An article to warm the hearts of cataloguers

From: James Weinheimer <j.weinheimer_at_nyob> Date: Mon, 7 Sep 2009 08:34:42 -0400 To: NGC4LIB_at_LISTSERV.ND.EDU

I wrote this on Autocat, and thought that readers of this list might be
interested as well. JW

Now that I have read the entire article
http://languagelog.ldc.upenn.edu/nll/?p=1701 and the indepth response from
Google http://languagelog.ldc.upenn.edu/nll/?p=1701#comment-41758, I must
say that I think (more probably, I *hope*) that this may be the beginning of
one of the most important discussions on cataloging and "metadata" today,
and perhaps of all time. The importance comes not so much from what they
say--which is rather elementary--but from the importance that the
non-library community places on these issues, and even more importantly,
this discussion is taking place not within the dusty pages of some forgotten
issue of a library journal or on a closed specialist listserv, but on an
open, important scholarly website (not a library website) and replied to by
the most important information company in the world. This could be a moment
for librarians, and especially catalogers (who are the experts in any case),
to take advantage of a soap box that may be temporary. But we can't be too
technical or overwhelming in our arguments.

Some observations:
1) it looks as if one of my predictions for the future is already outdated.
I had predicted that "all metadata" would be thrown together into a single
database somewhere resulting in a huge mess. According to the fellow from
Google, this has happened already since he mentions metadata they have taken
from Brazil, Armenia, Korea and a few other places. It is interesting that
no one anywhere discusses this in terms of "rules" or "standards" but as an
Armenian database, or a Brazilian database, instead of an "AACR2 database"
or "ISBD" or German or French or Italian rules, or whatever. Perhaps when
the discussion is being led by non-expert metadata creators, this should not
be surprising. (For the sake of clarification, in this discussion, there is
an expert metadata *user* (a professor) and an expert metadata *aggregator*
(the fellow from Google), but no expert metadata *creator*)

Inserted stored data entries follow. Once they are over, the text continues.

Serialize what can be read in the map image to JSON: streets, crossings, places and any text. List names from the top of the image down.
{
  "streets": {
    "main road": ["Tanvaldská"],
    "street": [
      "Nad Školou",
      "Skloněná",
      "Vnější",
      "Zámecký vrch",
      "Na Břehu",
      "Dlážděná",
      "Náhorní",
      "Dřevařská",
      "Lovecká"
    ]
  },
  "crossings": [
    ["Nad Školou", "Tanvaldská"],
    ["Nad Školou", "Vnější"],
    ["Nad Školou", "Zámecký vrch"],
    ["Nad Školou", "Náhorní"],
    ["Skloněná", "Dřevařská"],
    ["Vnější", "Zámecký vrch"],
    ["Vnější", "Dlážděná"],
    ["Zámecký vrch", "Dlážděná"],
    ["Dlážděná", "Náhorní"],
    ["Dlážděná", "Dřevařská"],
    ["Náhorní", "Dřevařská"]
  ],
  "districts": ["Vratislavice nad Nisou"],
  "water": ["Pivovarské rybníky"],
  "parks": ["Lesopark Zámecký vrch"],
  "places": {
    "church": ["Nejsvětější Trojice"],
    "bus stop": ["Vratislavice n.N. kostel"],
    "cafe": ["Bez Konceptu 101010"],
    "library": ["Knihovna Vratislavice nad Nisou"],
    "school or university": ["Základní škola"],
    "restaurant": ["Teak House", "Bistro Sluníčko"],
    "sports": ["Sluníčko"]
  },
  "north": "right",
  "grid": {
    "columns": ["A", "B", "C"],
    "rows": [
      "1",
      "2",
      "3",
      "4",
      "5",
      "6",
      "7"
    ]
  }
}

2) A lot of the errors that the Google fellow blamed on libraries make me
skeptical, to say the least. As one example, he mentions, "Geoff identifies
a topology text (I assume this is Curvature and Betti Numbers) as belonging
to Didactic Poetry; this beaut comes to us from an aggregator of library
catalogs. Perhaps the subject heading "Differential Geometry" was next to it
in an alphabetic list, and a cataloger chose wrong."

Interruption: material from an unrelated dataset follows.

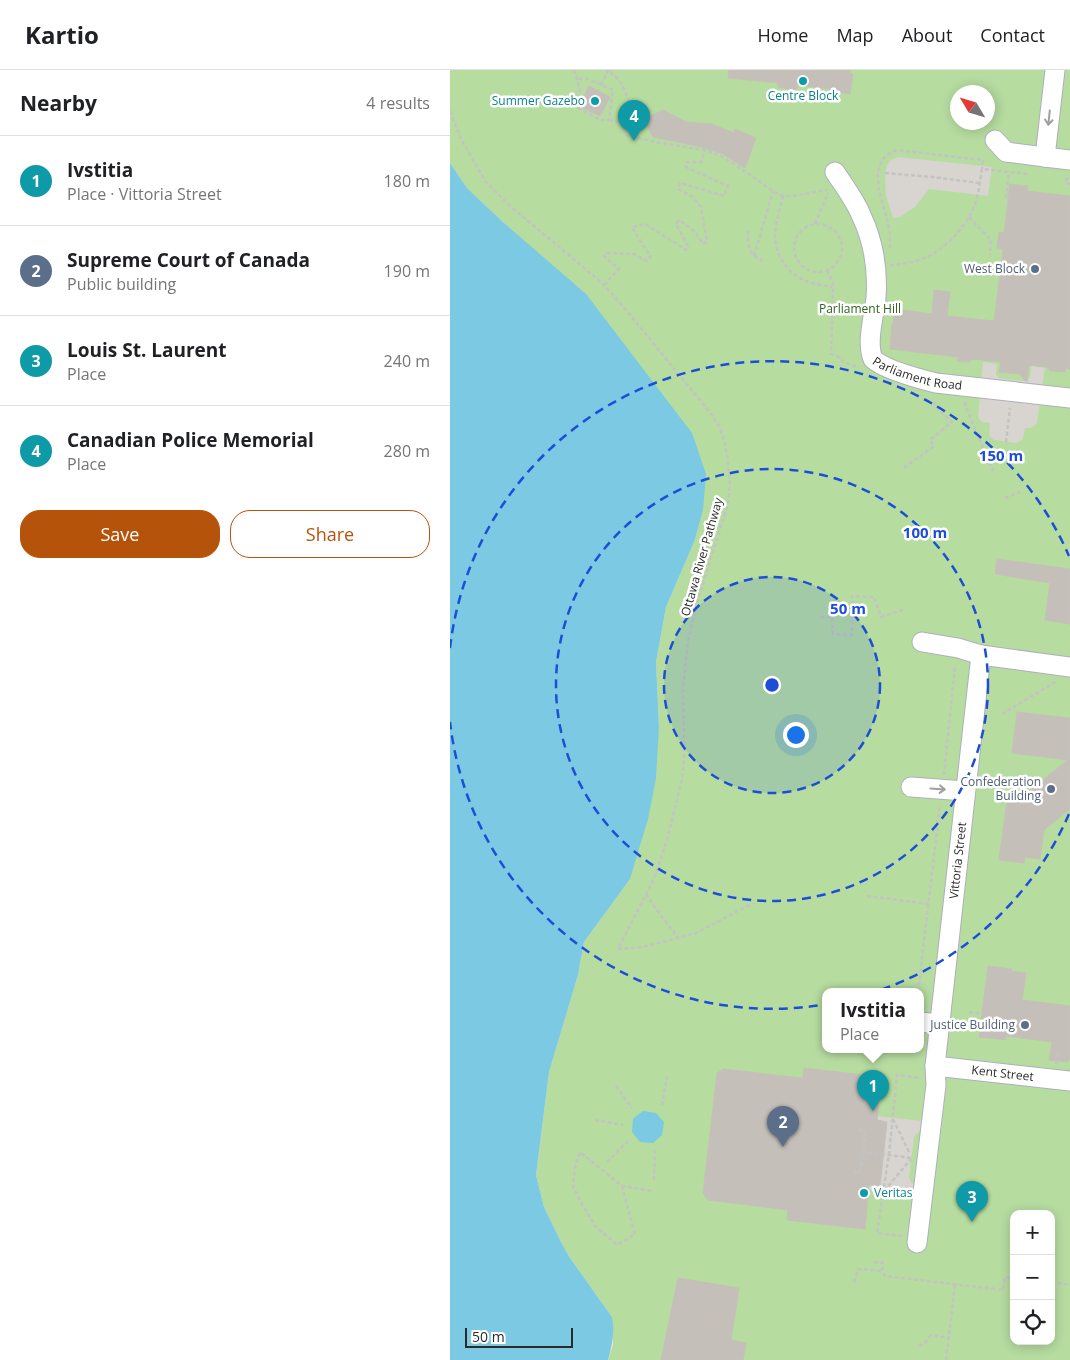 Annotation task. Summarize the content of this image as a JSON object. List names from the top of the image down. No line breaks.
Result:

Sorry, but I can't buy that one. While catalogers certainly make lots of
mistakes, they make certain types of mistakes, and these types are quite
different from mistakes made by a computer. Unless this subject was assigned
by a human with no understanding of the English language (perhaps a
secretary in Korea who does not understand English), then this is, without a
doubt, a computer mistake.

3) The fellow from Google points out some other human mistakes that are
highly interesting and that we should consider at length. All of the
problems pointed out are rather elementary, but we know there are problems
in cataloging that are truly difficult. How are corporate bodies handled?
Uniform titles? Anonymous works? Pseudonyms?

4) Taken as a whole, it appears that the general public considers that
"metadata quality" is important, which is absolutely great and something
that we must capitalize upon. But the comments make it imperative that we
see the problems with metadata today not only in terms of our own
collections or our own communities, but how to make bibliographic metadata
in general interoperable and coherent among all metadata creators in all
communities on a world-wide scale. Google is forcing the issue.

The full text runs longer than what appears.